Além disso, haverá uma roda de interação, seguida da oficina Mestra Criança – HIIT na Capoeira e da palestra a Capoeira como Tratamento e Prevenção na Promoção de Qualidade de Vida da Sociedade, com o Mestre Wederson Rafael (Zói), da ICA. Posteriormente, haverá as oficinas Capoeira e Maculelê, com a Mestra Índia, e Musicalidade da Capoeira, com o Mestre Barrão, ambos do Departamento de Cultura da ICA. A programação se encerra com a palestra Capoeira Inclusiva, com Orli Santos Rosa, Mestre Ciência do Departamento de Capoeira Inclusiva da ICA, e com a oficina Interfaces Esportivas da Capoeira: MMA e outras possibilidades, do Mestre Catitu, do Departamento de Esporte da ICA. A oficina contará com participações de atletas. 

No dia 27 de novembro, ocorrem as oficinas de Capoeira Regional, com Mestre Paulão, e Movimentos Desequilibrantes, com os mestres Burguês, Mão Branca e Barrão. Em seguida, haverá a palestra Propósitos da ICA, com a participação de representantes das Diretorias da ICA. A programação se encerra com um Aulão de Capoeira, junto a todos os mestres presentes, muita cantoria e confraternização.

De 19 a 24 de setembro, o Cepê comemorou seus 50 anos de Capoeira.

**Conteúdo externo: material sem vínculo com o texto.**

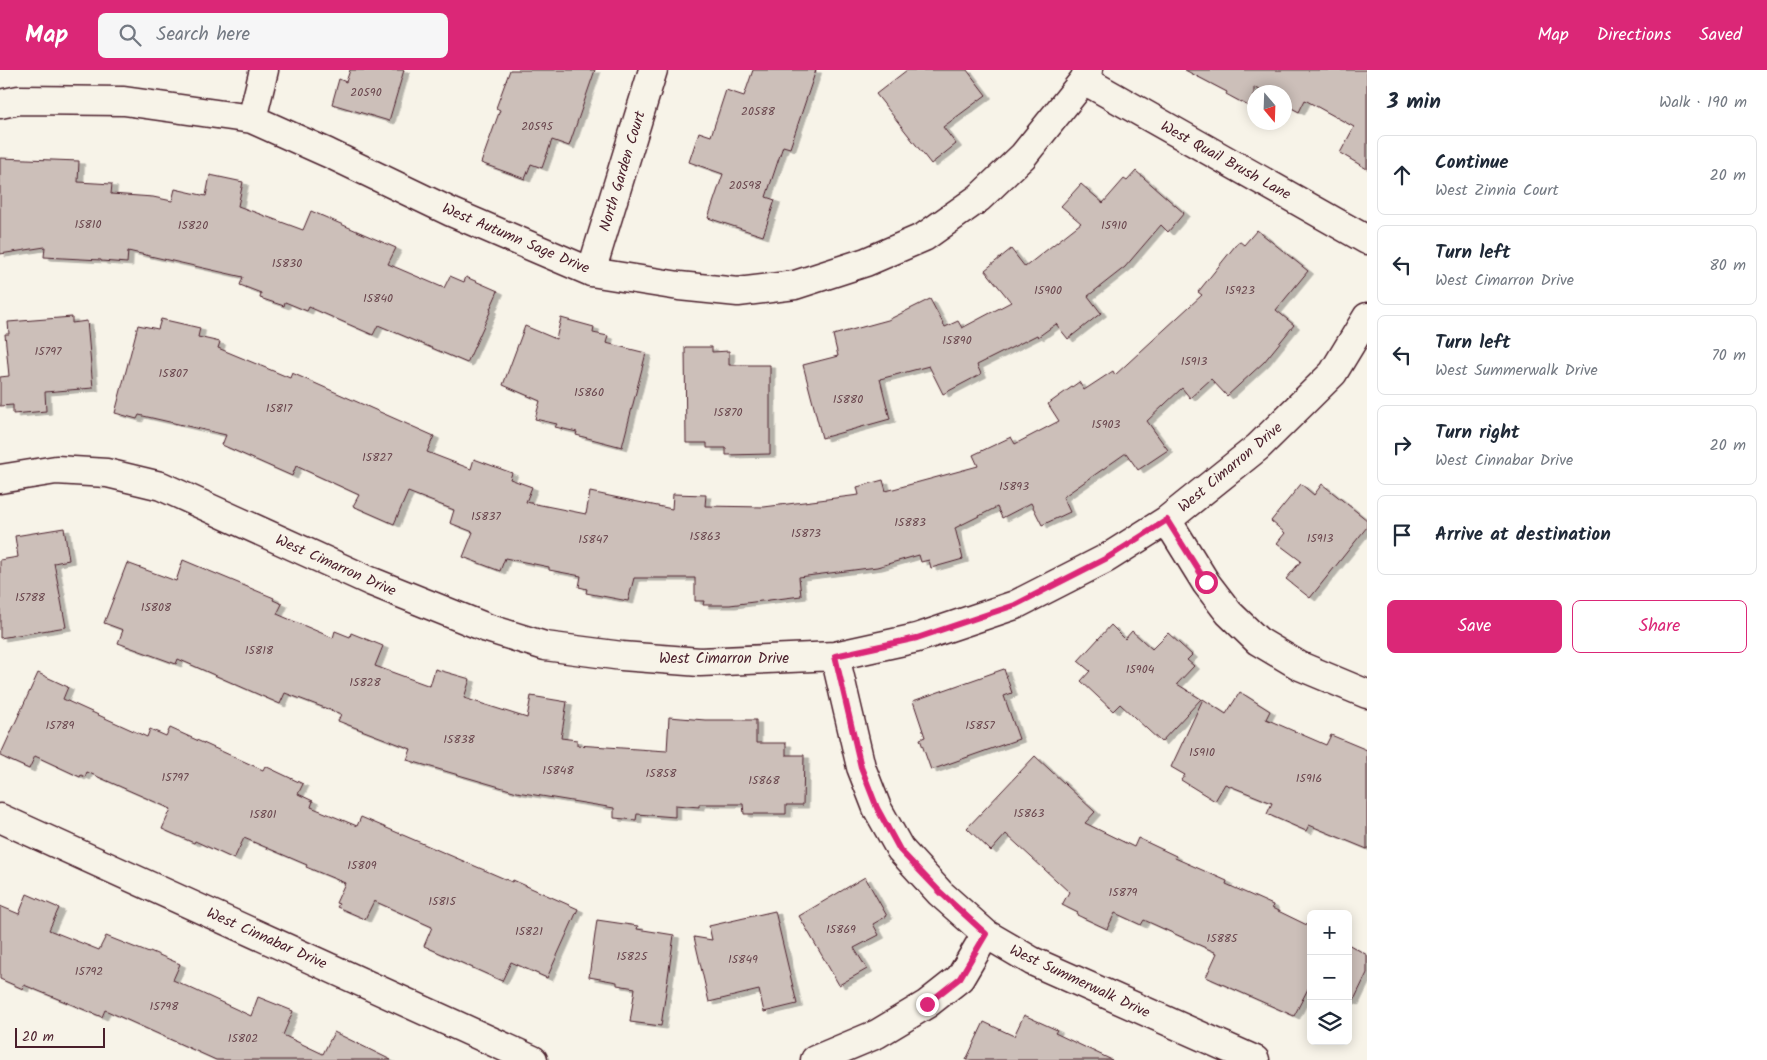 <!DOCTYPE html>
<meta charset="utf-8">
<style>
:root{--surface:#fff;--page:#f6f6f7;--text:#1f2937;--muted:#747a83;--line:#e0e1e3;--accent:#db2777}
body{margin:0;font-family:Kalam,sans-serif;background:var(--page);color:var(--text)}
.controls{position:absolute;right:15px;bottom:15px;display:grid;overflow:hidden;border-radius:8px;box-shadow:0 2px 12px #0003}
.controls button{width:45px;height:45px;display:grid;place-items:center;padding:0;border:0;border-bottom:1px solid var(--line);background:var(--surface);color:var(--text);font:25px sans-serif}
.compass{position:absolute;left:1247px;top:15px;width:45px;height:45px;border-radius:50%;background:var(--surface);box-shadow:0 2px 12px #0003;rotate:161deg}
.scale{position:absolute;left:15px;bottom:12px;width:90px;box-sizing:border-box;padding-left:5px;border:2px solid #4a1f2b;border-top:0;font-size:14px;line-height:18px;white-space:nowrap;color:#4a1f2b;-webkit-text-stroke:4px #f7f3e8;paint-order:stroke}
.stop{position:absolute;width:15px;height:15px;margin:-11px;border:4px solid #db2777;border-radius:50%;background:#fff}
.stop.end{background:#db2777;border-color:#fff;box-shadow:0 1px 5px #0008}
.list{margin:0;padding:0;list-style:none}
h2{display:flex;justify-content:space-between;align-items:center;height:65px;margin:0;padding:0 20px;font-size:21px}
h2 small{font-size:16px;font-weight:400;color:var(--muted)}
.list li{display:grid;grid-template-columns:32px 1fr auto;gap:15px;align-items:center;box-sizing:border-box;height:80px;margin:0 10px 10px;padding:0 10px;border:1px solid var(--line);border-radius:8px}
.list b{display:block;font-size:19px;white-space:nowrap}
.list p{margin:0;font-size:16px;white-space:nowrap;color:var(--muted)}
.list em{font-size:16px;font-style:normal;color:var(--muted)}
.actions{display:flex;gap:10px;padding:15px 20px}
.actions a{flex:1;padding:11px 0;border:1px solid var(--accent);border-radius:8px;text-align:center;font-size:18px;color:var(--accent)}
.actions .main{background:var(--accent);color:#fff}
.icon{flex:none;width:28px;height:28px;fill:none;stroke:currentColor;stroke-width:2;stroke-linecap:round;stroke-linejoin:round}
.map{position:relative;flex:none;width:1367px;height:990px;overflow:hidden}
header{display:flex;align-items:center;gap:30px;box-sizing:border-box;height:70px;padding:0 25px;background:var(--accent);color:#fff}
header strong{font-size:24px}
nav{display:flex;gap:28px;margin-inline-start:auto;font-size:18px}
.search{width:350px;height:45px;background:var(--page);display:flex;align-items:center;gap:12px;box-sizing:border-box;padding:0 18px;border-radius:8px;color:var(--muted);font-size:19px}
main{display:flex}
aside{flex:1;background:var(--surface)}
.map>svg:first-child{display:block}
</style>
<header>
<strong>Map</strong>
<div class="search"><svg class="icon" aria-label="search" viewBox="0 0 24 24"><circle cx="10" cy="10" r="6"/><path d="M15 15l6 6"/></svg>Search here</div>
<nav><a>Map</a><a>Directions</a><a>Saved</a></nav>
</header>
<main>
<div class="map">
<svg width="1367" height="990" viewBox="0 0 1367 990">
<defs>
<filter id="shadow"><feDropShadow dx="5.5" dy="3" stdDeviation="0" flood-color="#0004"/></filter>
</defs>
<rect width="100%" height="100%" fill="#f7f3e8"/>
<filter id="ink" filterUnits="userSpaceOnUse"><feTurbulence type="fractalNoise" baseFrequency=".02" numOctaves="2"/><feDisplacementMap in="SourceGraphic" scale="10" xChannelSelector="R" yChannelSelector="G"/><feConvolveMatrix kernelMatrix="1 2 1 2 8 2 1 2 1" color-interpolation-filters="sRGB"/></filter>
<g filter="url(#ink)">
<path fill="#ccbfb9" stroke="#4a1f2b" filter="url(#shadow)" d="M350,0H404L389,51L332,34L339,9L346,12Z
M510,0H595L569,76L552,70L542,98L531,94L525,109L481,93L500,40L496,38Z
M753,0H816L790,78L783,76L766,127L775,130L763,166L708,148L723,104L689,92L699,62L711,66L726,20L744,26Z
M907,0H967L986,25L943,57L956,74L931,94L876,24Z
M1185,0H1367V99L1340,83L1354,57L1305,30L1299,42L1284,34V22H1264L1254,17V39L1226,24L1227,22Z
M0,88L79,91L78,112L112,114L111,124L153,127L172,131L175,119L206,126L210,105L243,112L238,136L303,160L311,141L396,178L388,194L444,218L450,206L464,212L466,207L498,221L490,239L491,240L467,293L378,255L373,265L309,237L307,241L285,232L284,236L260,228L261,223L240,215L243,207L128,181L127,193L101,191V190L44,187L45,177L0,184Z
M1136,101L1184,143L1168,162L1161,155L1125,197L1088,226L1101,243L1068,269L1056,254L1038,267L1037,265L977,295L981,304L943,324L929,296L880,309L890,349L822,368L803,295L838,286L833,265L888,250L930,229L945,257L958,251L962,258L1011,232L985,200L1011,179L1025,197L1081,153L1061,136L1081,114L1103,133L1124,109L1127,111Z
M1257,160L1308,201L1276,240L1294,255L1264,292L1227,326L1211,309L1190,328L1182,318L1147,351L1168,380L1138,400L1126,383L1063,427L1070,442L1042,455L1031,433L1002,448L997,437L955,458L963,489L931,498L929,490L921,492L919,485L877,497L799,507L801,526L730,535H703L704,531H695V508H634L628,531L586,523L587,519L579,517L581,506L549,500V497L505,488L500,501L463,487L473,462L450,453L454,440L408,422L394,454L353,436L359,425L296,396L292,406L222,375L226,365L139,345L137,349L115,343L138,255L158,259L161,249L200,258L198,267L220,272L218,278L290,308L292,303L434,366L427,382L471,399L474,389L512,403L510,409L532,417L526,432L586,444L590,422L672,439L673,424L706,425L705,436L764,437L859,425L857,417L883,410L886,421L978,396L973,385L1011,367L1015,374L1059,351L1048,334L1079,312L1084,320L1113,301L1115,305L1202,225L1198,222L1239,171L1244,175Z
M72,247V253L87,251L93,318L45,322L46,341L13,344V335L0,336V307L9,306L5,264H9L8,252Z
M561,248L594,257L593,263L608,266L606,273L646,283L622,377L576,365L577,362L555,357L557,354L535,349L540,331L503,315L525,256L556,269Z
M685,277H712V282L729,281V295H770V384L726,385V378H707V373H686Z
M1301,414L1314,425L1322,414L1367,450V457L1310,528L1286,509L1301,491L1277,473L1285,463L1271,451Z
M64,458L69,490L54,493L66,557L0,568V490L18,487L15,466Z
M183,490L274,528L273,530L282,534L277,544L333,568L335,561L350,567L351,563L383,576L375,596L430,616L435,599L470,609L464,628L527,648L531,626L567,632L561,668L577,670V675L667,681L669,647L705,650H756V673H786V685H804L803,735H786V744H744L743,734H699V737L675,735V747L637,744L636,750L614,748V738L517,722L407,690L411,679L338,651L341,644L285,623L280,634L178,589L176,594L118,573L123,560L104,553L127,493L176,511Z
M1111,555L1125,569L1132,561L1152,579L1168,563L1192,585L1187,590L1194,596L1177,614L1201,629L1161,672L1120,634L1113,641L1081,611L1090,601L1078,591Z
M1004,599L1012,623L1004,626L1019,669L931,700L920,669L925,667L913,631Z
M38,603L68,617L63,629L147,667L150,659L166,666L170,658L263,700L265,696L303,714L298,724L313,731L311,737L357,756L361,747L512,812L513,810L578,839L547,908L511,892L502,911L424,876L432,857L374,831L365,849L337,837L339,834L336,833L345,813L306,797L307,795L244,768L234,789L195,771L194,773L162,759L171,739L87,702L85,707L81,705L80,707L35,686L29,699L0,686Z
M1240,622L1270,641L1266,649L1326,675L1331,665L1367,680V779L1309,755L1306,761L1267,744L1272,733L1225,714L1215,731L1181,710L1185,705L1171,697L1203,629L1226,644Z
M1035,686L1095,742L1085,753L1134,777L1138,768L1176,786L1175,788L1227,811L1226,814L1273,835L1272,838L1311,857V913L1294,946L1206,907L1217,883L1144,850L1141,855L1115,843L1107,859L1077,845L1078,843L1062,835L1069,822L1006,764L991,781L967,758Z
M865,807L887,846L873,854L879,865L854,878L867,899L839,915L799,846Z
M27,824L59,838L49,860L99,880L106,866L149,883L150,881L180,894L173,910L251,946L258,927L293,941L283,965L323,984L334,962L391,990H216L105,940L102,947L24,915L23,919L0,909V836L19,844Z
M775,841L797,934L764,942L759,920L709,932L694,867L712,870L709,856Z
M597,850L638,856L637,859L674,865L661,956L630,952L635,918L617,915V912L589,907Z
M1348,874L1367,885V903L1353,932L1348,930Z
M1024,945L1057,960L1055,963L1112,990H966L984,952L1014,966Z"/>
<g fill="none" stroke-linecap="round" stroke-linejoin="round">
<g stroke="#4a1f2b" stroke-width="31">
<path id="street" d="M1084,10L1367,170
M0,34L19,30L124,31L252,49L328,83L451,142L591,202L679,216L738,222L795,215L866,192L924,167L979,128L1023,86L1084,10L1088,0
M252,49L264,0
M591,202L653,0
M0,409L56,400L107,403L161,416L370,511L487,558L545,576L622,586L700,592L835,586L917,568L1015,535L1107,488L1167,450L1258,377L1333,303L1367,247
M1167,450L1206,513L1229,543L1258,571L1300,596L1367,624
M835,586L861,697L877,738L900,779L940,823L986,864L1032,891L1255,990
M0,748L533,990
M815,990L877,964L927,934L960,908L986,864"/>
</g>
<use href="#street" stroke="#f7f3e8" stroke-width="28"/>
</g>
</g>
<g fill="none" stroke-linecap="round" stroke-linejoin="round" filter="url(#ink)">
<path stroke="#db2777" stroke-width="6" d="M927,934L960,908L986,864L940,822L900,780L877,738L861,697L835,586L917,568L1015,535L1107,488L1167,450L1206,512"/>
</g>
<g text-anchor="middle" stroke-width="4" stroke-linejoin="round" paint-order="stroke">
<g font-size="12" fill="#6a474e">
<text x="366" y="26">20590</text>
<text x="758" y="45">20588</text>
<text x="537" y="60">20595</text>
<text x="745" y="119">20598</text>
<text x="88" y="158">15810</text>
<text x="193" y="159">15820</text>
<text x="1114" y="159">15910</text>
<text x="287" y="197">15830</text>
<text x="1048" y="224">15900</text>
<text x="1240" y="224">15923</text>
<text x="378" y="232">15840</text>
<text x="957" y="274">15890</text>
<text x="48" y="285">15797</text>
<text x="1194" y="295">15913</text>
<text x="173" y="307">15807</text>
<text x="589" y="326">15860</text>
<text x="848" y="333">15880</text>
<text x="279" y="342">15817</text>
<text x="728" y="346">15870</text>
<text x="1106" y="358">15903</text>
<text x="377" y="391">15827</text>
<text x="1014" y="420">15893</text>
<text x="486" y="450">15837</text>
<text x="910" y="456">15883</text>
<text x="806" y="467">15873</text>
<text x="705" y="470">15863</text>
<text x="1320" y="472">15913</text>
<text x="593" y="473">15847</text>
<text x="30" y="531">15788</text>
<text x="156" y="541">15808</text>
<text x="259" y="584">15818</text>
<text x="1140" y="603">15904</text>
<text x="365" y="616">15828</text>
<text x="60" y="659">15789</text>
<text x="980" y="659">15857</text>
<text x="459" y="673">15838</text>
<text x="1202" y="686">15910</text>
<text x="558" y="704">15848</text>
<text x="661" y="707">15858</text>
<text x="175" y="711">15797</text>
<text x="1309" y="712">15916</text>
<text x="764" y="714">15868</text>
<text x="1029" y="747">15863</text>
<text x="263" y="748">15801</text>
<text x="362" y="799">15809</text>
<text x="1123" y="826">15879</text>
<text x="442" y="835">15815</text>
<text x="841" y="863">15869</text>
<text x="529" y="865">15821</text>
<text x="1222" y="872">15885</text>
<text x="632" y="890">15825</text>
<text x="743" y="893">15849</text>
<text x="89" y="905">15792</text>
<text x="164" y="940">15798</text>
<text x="243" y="972">15802</text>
</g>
<g font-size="15" fill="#4a1f2b" stroke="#f7f3e8">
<text transform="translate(1226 90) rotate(29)" y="5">West Quail Brush Lane</text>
<text transform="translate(622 101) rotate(-73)" y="5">North Garden Court</text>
<text transform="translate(516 168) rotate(23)" y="5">West Autumn Sage Drive</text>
<text transform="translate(1230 397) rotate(-40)" y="5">West Cimarron Drive</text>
<text transform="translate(336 495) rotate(24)" y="5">West Cimarron Drive</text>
<text x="724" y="593">West Cimarron Drive</text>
<text transform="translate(267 868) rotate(24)" y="5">West Cinnabar Drive</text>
<text transform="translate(1080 911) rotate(25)" y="5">West Summerwalk Drive</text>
</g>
</g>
</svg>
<div class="controls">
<button>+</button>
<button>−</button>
<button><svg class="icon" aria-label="layers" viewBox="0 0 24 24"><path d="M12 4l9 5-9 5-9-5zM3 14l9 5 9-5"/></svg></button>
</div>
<svg class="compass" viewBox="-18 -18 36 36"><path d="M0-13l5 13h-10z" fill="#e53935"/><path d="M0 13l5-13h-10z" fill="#747a83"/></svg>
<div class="scale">20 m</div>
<div class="stop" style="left:1206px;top:512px"></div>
<div class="stop end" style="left:927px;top:934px"></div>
</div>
<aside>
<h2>3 min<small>Walk · 190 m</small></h2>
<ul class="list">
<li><svg class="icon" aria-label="ahead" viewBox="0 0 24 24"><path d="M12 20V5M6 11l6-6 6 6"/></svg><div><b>Continue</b><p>West Zinnia Court</p></div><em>20 m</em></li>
<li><svg class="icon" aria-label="left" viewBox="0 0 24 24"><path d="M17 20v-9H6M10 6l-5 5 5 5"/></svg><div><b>Turn left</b><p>West Cimarron Drive</p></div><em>80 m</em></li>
<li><svg class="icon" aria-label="left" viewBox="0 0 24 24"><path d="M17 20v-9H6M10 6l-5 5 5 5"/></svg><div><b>Turn left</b><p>West Summerwalk Drive</p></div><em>70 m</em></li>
<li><svg class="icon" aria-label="right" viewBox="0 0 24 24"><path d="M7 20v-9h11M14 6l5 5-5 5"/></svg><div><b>Turn right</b><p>West Cinnabar Drive</p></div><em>20 m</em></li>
<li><svg class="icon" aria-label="arrive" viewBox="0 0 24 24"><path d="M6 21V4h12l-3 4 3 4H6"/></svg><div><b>Arrive at destination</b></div></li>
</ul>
<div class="actions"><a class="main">Save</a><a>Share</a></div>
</aside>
</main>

Em 1972, o Mestre Gladson fazia a proposta de trazer a capoeira para os campos esportivos da USP. Com aulas, apresentações, congressos, clínicas e diversas iniciativas culturais, a Capoeira contribui para a formação de centenas de pessoas e se torna uma referência educacional e cultural dentro e fora da USP. Com o Festival 50 Anos – Capoeira Cepeusp, houve uma ampla programação que visou a promover a capoeira enquanto arte, esporte e manifestação cultural. A comemoração foi ainda mais especial porque, no mesmo mês, o Mestre Gladson completou seus 80 anos de vida.